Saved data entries
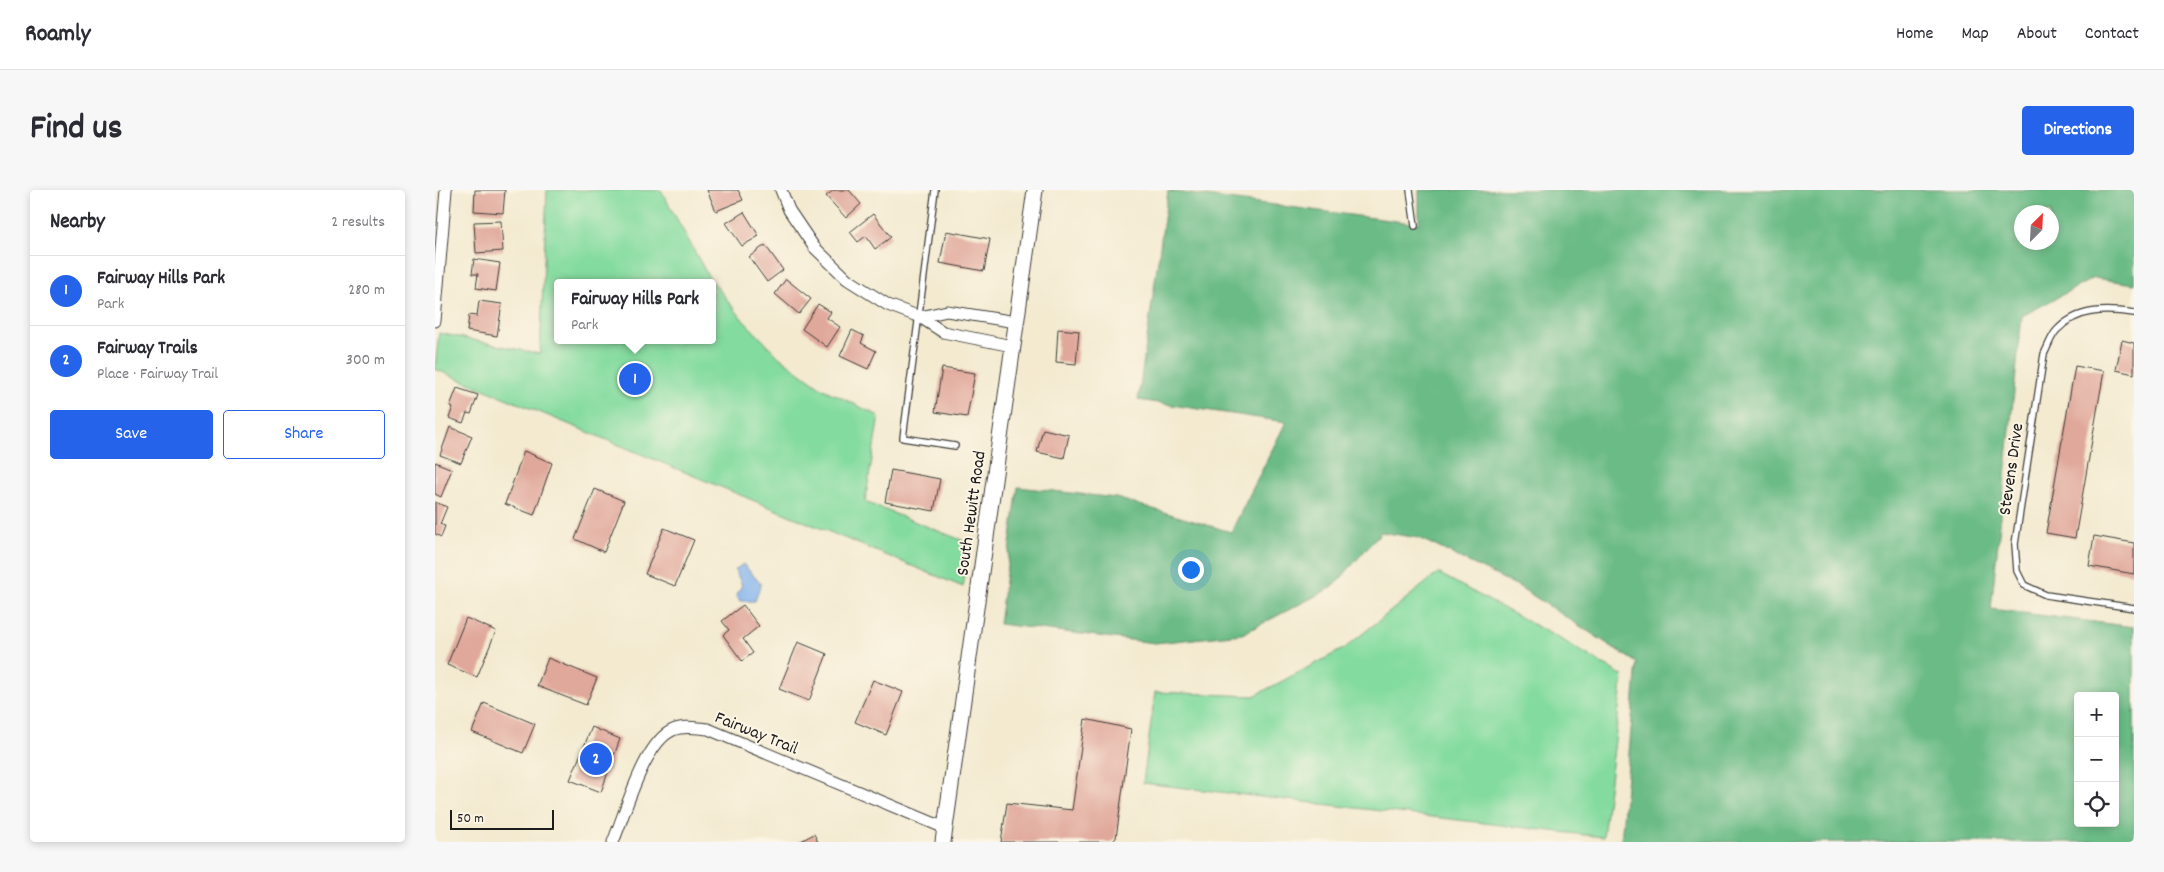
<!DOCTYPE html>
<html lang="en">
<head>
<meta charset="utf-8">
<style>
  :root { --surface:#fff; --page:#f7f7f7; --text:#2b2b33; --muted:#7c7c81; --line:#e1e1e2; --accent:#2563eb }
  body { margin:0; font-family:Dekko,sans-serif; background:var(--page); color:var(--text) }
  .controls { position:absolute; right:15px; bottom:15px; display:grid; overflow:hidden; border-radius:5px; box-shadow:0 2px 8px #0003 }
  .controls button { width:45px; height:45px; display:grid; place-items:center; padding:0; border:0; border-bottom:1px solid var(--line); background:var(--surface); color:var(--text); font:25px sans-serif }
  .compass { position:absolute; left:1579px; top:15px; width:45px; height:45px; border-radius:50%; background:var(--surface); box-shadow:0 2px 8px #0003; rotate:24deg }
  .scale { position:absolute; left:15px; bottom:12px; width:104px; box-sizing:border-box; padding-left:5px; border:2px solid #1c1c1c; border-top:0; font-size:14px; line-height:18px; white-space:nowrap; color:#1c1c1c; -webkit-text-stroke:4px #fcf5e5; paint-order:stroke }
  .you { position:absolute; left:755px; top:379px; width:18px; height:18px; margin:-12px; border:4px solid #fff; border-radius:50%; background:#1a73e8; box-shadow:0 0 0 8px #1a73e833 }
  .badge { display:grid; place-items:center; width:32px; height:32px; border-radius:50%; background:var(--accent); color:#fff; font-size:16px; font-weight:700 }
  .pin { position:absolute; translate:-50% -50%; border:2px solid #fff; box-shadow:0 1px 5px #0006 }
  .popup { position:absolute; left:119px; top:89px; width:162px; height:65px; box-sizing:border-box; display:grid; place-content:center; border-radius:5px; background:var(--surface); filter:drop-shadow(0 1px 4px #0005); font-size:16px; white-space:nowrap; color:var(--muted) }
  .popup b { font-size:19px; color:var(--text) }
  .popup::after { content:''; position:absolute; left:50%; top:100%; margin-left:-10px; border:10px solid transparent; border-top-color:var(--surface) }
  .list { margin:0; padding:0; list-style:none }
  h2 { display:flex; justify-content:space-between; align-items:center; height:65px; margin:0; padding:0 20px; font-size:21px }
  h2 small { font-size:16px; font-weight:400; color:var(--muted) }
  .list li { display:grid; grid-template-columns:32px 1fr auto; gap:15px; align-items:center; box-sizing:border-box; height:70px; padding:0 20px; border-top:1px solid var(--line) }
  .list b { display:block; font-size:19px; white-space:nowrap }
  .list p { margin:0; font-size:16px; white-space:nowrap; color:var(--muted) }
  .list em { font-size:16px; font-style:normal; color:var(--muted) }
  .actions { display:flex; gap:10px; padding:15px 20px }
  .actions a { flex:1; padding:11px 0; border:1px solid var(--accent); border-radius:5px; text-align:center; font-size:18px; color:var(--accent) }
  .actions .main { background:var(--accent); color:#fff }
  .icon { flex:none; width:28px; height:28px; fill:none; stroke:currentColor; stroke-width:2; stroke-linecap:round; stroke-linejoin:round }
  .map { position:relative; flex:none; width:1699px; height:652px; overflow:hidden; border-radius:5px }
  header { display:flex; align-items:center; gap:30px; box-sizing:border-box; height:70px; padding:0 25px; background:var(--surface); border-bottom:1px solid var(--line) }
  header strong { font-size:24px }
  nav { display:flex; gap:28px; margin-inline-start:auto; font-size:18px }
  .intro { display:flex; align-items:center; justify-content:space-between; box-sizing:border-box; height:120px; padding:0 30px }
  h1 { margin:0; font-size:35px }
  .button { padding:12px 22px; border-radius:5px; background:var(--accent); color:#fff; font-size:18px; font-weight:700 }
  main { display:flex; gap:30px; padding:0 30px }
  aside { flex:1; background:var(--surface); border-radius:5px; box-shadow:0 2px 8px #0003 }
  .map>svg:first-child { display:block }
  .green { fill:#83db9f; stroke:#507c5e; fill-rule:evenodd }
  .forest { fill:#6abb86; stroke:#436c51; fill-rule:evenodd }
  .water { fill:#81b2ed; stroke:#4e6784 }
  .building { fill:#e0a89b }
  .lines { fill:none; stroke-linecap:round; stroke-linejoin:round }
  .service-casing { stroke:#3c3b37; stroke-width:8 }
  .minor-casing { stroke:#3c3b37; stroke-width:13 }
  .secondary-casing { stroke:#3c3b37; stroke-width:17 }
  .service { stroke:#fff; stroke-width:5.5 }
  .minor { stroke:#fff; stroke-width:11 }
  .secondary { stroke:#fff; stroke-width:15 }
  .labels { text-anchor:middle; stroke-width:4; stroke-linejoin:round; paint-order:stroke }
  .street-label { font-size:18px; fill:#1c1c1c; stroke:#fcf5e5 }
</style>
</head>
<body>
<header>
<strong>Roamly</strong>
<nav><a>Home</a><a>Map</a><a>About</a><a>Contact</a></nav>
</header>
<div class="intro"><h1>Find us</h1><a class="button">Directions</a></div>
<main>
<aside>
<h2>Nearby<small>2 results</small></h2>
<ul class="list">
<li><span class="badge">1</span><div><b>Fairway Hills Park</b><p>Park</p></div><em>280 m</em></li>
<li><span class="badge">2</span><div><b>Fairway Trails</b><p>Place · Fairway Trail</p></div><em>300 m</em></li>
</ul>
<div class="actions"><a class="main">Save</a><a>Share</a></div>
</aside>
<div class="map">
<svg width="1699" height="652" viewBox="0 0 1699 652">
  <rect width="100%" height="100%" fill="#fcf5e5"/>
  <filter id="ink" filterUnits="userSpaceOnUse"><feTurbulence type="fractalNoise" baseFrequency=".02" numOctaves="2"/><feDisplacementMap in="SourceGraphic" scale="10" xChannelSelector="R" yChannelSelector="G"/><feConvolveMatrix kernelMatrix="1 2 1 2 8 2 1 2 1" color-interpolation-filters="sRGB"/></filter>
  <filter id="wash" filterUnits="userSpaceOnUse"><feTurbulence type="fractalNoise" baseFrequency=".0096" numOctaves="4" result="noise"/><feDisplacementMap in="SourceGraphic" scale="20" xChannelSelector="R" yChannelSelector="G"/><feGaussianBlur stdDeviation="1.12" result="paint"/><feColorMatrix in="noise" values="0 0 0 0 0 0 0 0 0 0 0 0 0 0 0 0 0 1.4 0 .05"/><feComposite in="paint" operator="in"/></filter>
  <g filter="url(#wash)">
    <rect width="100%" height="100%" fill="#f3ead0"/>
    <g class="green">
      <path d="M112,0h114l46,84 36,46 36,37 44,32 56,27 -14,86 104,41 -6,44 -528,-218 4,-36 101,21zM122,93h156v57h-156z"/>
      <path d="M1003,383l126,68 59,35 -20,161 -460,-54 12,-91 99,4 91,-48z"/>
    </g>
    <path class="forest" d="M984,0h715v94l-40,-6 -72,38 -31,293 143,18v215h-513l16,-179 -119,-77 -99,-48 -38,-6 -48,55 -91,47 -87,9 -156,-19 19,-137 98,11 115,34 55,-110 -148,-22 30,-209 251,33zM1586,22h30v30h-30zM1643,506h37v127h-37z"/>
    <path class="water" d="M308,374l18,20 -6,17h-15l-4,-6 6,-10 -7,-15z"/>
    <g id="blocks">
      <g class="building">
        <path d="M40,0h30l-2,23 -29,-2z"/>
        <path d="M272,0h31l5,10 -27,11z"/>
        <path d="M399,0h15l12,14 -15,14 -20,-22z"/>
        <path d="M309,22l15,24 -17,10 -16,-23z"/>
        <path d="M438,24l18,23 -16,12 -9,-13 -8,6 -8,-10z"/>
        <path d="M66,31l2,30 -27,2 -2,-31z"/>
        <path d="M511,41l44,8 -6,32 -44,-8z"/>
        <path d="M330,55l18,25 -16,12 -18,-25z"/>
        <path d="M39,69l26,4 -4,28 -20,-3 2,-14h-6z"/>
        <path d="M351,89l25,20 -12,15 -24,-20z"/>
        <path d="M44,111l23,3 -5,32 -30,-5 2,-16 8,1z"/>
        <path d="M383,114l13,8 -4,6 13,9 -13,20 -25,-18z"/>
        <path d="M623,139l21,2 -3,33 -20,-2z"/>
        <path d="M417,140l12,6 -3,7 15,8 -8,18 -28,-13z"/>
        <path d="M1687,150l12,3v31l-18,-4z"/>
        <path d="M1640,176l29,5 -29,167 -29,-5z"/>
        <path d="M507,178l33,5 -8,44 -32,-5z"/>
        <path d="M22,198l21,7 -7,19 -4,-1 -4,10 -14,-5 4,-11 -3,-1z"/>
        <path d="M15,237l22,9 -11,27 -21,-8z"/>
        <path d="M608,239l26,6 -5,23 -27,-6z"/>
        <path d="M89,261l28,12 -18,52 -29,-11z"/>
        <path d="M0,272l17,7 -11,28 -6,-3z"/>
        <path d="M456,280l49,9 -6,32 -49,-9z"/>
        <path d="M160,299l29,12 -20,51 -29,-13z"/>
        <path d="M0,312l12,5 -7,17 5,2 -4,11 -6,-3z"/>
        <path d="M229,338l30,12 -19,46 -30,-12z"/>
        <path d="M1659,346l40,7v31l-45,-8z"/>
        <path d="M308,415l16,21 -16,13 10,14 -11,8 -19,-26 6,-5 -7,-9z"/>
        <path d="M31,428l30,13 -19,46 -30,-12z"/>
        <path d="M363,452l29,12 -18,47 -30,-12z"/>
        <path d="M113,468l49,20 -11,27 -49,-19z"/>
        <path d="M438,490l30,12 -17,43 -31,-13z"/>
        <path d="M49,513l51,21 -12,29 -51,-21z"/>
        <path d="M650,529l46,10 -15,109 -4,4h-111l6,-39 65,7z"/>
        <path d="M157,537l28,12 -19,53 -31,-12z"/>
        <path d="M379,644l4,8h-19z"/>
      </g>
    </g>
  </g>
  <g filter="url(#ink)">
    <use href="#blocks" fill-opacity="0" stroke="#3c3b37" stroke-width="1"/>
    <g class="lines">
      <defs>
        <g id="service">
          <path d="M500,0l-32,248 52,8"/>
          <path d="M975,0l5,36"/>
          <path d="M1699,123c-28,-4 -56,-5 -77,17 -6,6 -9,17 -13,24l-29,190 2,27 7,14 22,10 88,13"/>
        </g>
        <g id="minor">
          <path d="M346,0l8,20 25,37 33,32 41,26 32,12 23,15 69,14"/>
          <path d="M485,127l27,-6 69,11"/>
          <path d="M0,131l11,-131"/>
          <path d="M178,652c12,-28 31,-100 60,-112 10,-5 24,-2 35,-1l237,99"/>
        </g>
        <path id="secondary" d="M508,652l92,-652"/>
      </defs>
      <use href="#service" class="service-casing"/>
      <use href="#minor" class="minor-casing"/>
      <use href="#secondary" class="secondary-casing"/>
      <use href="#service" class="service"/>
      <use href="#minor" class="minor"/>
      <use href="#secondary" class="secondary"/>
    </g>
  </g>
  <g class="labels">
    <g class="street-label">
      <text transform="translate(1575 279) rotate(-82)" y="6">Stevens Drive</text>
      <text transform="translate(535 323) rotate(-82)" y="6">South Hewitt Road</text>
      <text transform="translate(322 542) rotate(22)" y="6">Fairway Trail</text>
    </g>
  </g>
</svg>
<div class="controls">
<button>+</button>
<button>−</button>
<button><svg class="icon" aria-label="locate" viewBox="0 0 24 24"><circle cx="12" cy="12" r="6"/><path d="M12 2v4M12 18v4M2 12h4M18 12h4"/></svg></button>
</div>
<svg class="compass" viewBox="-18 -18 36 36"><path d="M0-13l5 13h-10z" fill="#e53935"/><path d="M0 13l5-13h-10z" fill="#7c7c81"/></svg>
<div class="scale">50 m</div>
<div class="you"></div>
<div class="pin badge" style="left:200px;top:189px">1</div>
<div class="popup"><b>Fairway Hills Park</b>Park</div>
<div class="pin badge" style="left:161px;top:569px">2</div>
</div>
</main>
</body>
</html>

## Problem to work on
Your task is to repeat the opening line of the entries above and each line after it, ending with the line that has "font-size:16px; font-weight:400; color:var(--muted)". Do not include the pictures.

## Solution below
<!DOCTYPE html>
<html lang="en">
<head>
<meta charset="utf-8">
<style>
  :root { --surface:#fff; --page:#f7f7f7; --text:#2b2b33; --muted:#7c7c81; --line:#e1e1e2; --accent:#2563eb }
  body { margin:0; font-family:Dekko,sans-serif; background:var(--page); color:var(--text) }
  .controls { position:absolute; right:15px; bottom:15px; display:grid; overflow:hidden; border-radius:5px; box-shadow:0 2px 8px #0003 }
  .controls button { width:45px; height:45px; display:grid; place-items:center; padding:0; border:0; border-bottom:1px solid var(--line); background:var(--surface); color:var(--text); font:25px sans-serif }
  .compass { position:absolute; left:1579px; top:15px; width:45px; height:45px; border-radius:50%; background:var(--surface); box-shadow:0 2px 8px #0003; rotate:24deg }
  .scale { position:absolute; left:15px; bottom:12px; width:104px; box-sizing:border-box; padding-left:5px; border:2px solid #1c1c1c; border-top:0; font-size:14px; line-height:18px; white-space:nowrap; color:#1c1c1c; -webkit-text-stroke:4px #fcf5e5; paint-order:stroke }
  .you { position:absolute; left:755px; top:379px; width:18px; height:18px; margin:-12px; border:4px solid #fff; border-radius:50%; background:#1a73e8; box-shadow:0 0 0 8px #1a73e833 }
  .badge { display:grid; place-items:center; width:32px; height:32px; border-radius:50%; background:var(--accent); color:#fff; font-size:16px; font-weight:700 }
  .pin { position:absolute; translate:-50% -50%; border:2px solid #fff; box-shadow:0 1px 5px #0006 }
  .popup { position:absolute; left:119px; top:89px; width:162px; height:65px; box-sizing:border-box; display:grid; place-content:center; border-radius:5px; background:var(--surface); filter:drop-shadow(0 1px 4px #0005); font-size:16px; white-space:nowrap; color:var(--muted) }
  .popup b { font-size:19px; color:var(--text) }
  .popup::after { content:''; position:absolute; left:50%; top:100%; margin-left:-10px; border:10px solid transparent; border-top-color:var(--surface) }
  .list { margin:0; padding:0; list-style:none }
  h2 { display:flex; justify-content:space-between; align-items:center; height:65px; margin:0; padding:0 20px; font-size:21px }
  h2 small { font-size:16px; font-weight:400; color:var(--muted) }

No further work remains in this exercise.